Each of these covers different aspects of an investment property or a property management company. For some people, though, the difference between homeowners insurance and landlord insurance can be confusing.

So, in this guide, we will be explaining the difference between these two kinds of insurance. To begin, let's go over what a homeowners insurance policy will cover and what a landlord insurance policy will cover.

Landlord Insurance vs Homeowners Insurance: Coverage

One of the main things that people are concerned with when it comes to their insurance policy is coverage. In this section, we will be explaining what these two kinds of insurance cover, and what they don't.

So without further ado, let's discover how coverage differs between homeowners insurance and landlord insurance.

Where the Insured Resides

The first notable difference between the two kinds of policies is where the insured actually resides.
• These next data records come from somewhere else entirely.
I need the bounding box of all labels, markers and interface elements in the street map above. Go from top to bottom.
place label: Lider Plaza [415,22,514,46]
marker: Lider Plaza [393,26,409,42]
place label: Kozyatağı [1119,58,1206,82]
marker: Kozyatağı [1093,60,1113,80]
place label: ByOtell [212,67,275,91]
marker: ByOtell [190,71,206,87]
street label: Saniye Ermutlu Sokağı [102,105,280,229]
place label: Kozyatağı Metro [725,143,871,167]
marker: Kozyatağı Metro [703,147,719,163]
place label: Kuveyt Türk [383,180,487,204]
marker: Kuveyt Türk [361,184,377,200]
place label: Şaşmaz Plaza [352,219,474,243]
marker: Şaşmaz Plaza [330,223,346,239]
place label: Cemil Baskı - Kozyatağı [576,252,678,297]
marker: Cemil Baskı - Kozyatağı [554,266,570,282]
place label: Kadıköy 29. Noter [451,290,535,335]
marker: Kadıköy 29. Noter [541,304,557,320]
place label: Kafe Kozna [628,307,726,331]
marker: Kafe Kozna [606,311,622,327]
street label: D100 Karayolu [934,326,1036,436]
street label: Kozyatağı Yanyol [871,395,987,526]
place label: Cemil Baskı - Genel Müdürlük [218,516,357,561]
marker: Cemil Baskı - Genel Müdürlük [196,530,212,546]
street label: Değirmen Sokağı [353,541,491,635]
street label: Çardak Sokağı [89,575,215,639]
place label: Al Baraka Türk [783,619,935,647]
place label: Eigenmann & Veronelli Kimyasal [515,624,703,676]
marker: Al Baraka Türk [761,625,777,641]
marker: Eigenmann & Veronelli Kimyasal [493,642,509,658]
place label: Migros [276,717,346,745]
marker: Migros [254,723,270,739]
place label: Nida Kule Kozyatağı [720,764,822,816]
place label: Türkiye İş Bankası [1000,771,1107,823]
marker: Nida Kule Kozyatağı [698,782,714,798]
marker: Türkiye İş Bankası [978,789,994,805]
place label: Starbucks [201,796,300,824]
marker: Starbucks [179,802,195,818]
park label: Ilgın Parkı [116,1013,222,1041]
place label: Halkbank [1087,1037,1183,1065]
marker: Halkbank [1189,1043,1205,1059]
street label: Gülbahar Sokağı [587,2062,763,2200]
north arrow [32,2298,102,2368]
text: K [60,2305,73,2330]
With homeowners insurance, the insured must reside alongside the tenant within the home. This means that the person paying for the insurance must be living on the actual property.

However, with landlord insurance, the insured does not necessarily have to live in the insured home. The insured can reside either in the home, on the premises, or virtually anywhere else. This means that the insured can live anywhere, including the rental property.

Damage Protection

The next section covers the damages that these insurance policies will protect against. Although your specific insurance company may have some different protections, they are mostly the same.
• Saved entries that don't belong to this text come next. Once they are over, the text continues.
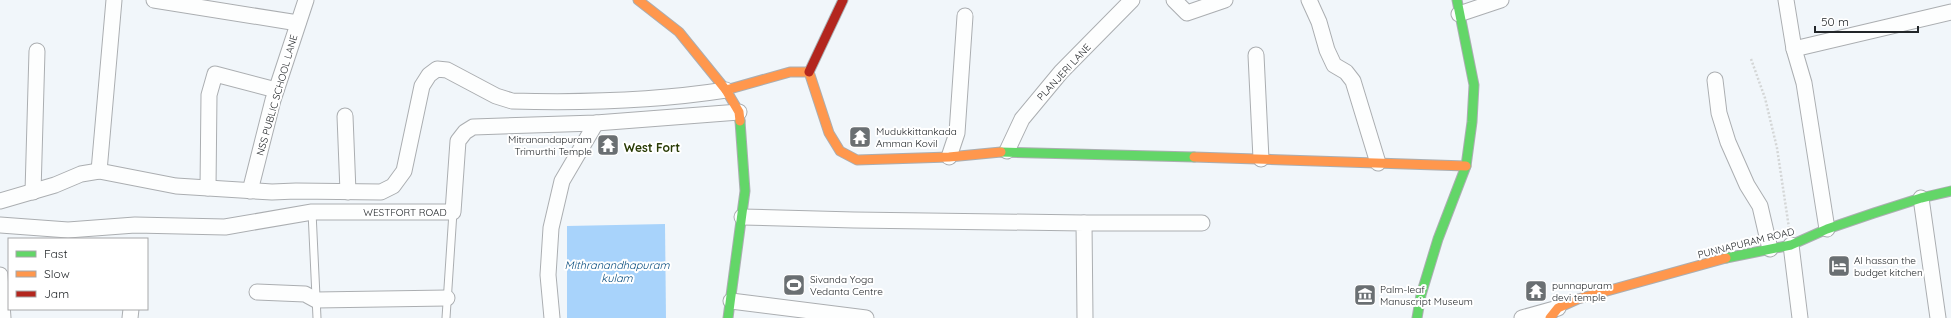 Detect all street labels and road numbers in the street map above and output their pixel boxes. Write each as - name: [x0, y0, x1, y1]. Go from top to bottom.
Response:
- street label: NSS PUBLIC SCHOOL LANE: [253, 33, 301, 157]
- street label: PLANJERI LANE: [1034, 41, 1094, 103]
- street label: WESTFORT ROAD: [363, 206, 447, 219]
- street label: PUNNAPURAM ROAD: [1696, 225, 1796, 261] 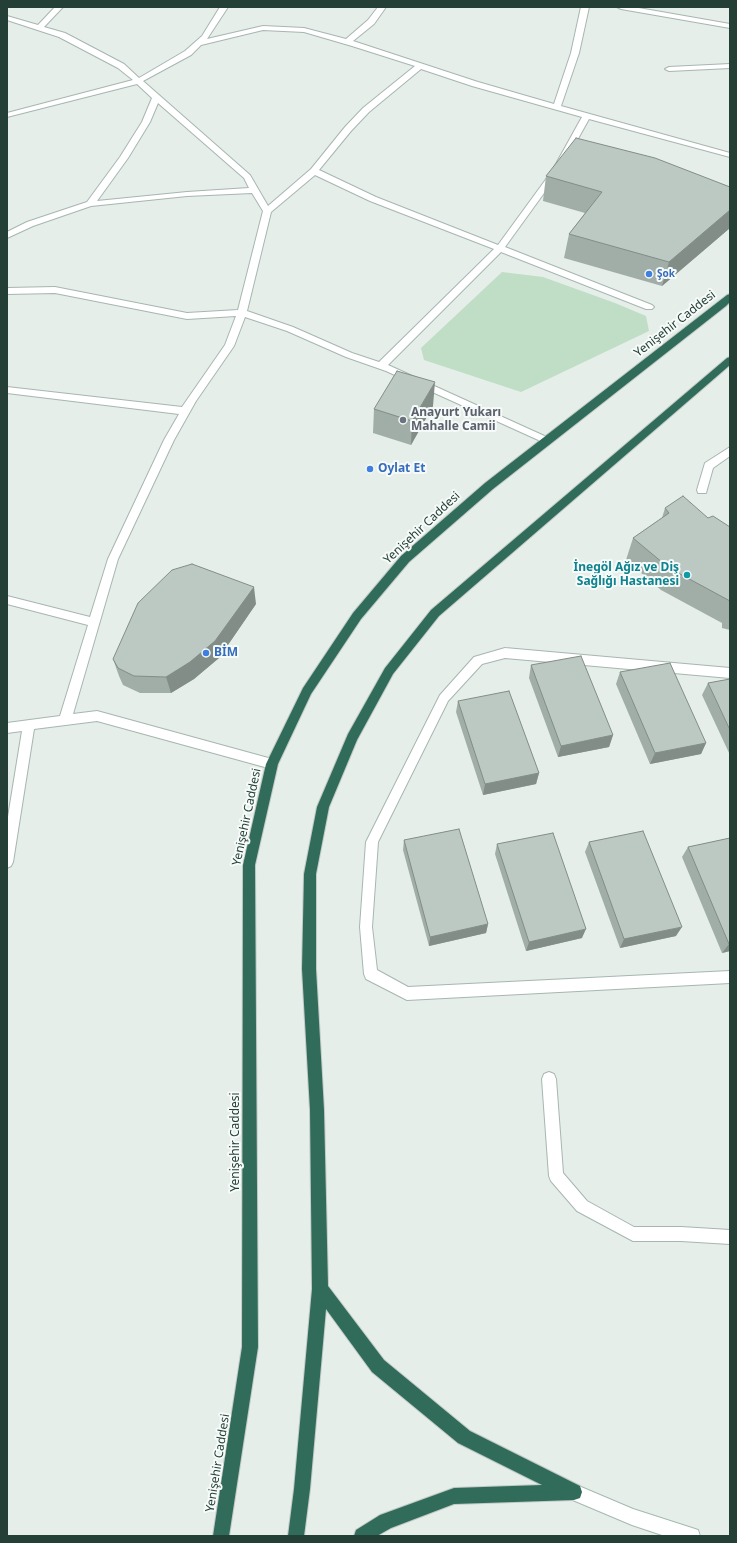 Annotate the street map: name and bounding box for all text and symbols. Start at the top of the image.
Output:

Both landlord and homeowners insurance actually cover the same things here, which are:

  • Fire
  • Lightning
  • Wind
  • Water
  • Hail
  • Other covered events

These protections apply to the main building as well as any other structures that are part of the insurance policy.

Personal Property Coverage

Next, we will be going over the different protections that these insurance policies grant personal property.

With homeowners insurance, most of the property is covered for specific events. This includes furniture, clothing, or any electronics within the property. Insurance providers may dictate which events are protected under the policy, like fire, theft, or natural events.

On the other hand, landlord insurance policies cover a different range of things. Landlord insurance coverage includes any items that are owned by the policy owner but that are also used to service the rental property. This includes maintenance equipment, furniture, and appliances used by the tenants.

Liability Coverage

When it comes to liability protection, there is some slight difference between the two kinds of insurance.

With homeowners insurance, you are protected when you are responsible for the damage. This means that it doesn't matter where the event occurred, you are protected if you were responsible for the damage.

For landlords insurance, a liability insurance policy will cover accidents that occurred on the rented premises. Since they occurred on your property, you are legally responsible for them, and you are protected.

Tenant Personal Belongings

Again, the two kinds of insurance are actually the same here. Neither landlord insurance nor homeowners insurance cover tenant personal belongings. For this reason, it is recommended that renters invest in a renters insurance policy.

Now that we know about some of the differences in coverage, let's go over how the costs of these two policies compare to each other.

Landlord Insurance vs Homeowners Insurance:  Costs

Although many people relate any insurance to being very costly, it is not as bad as one may think. This is especially true when you compare it with the amount of money that it can save you.

The average annual cost for a homeowners insurance policy is around $2300. This means that it will cost around $200 a month for a full policy. This may sound like a lot of money but it is important to remember that this policy can save you thousands of dollars one day.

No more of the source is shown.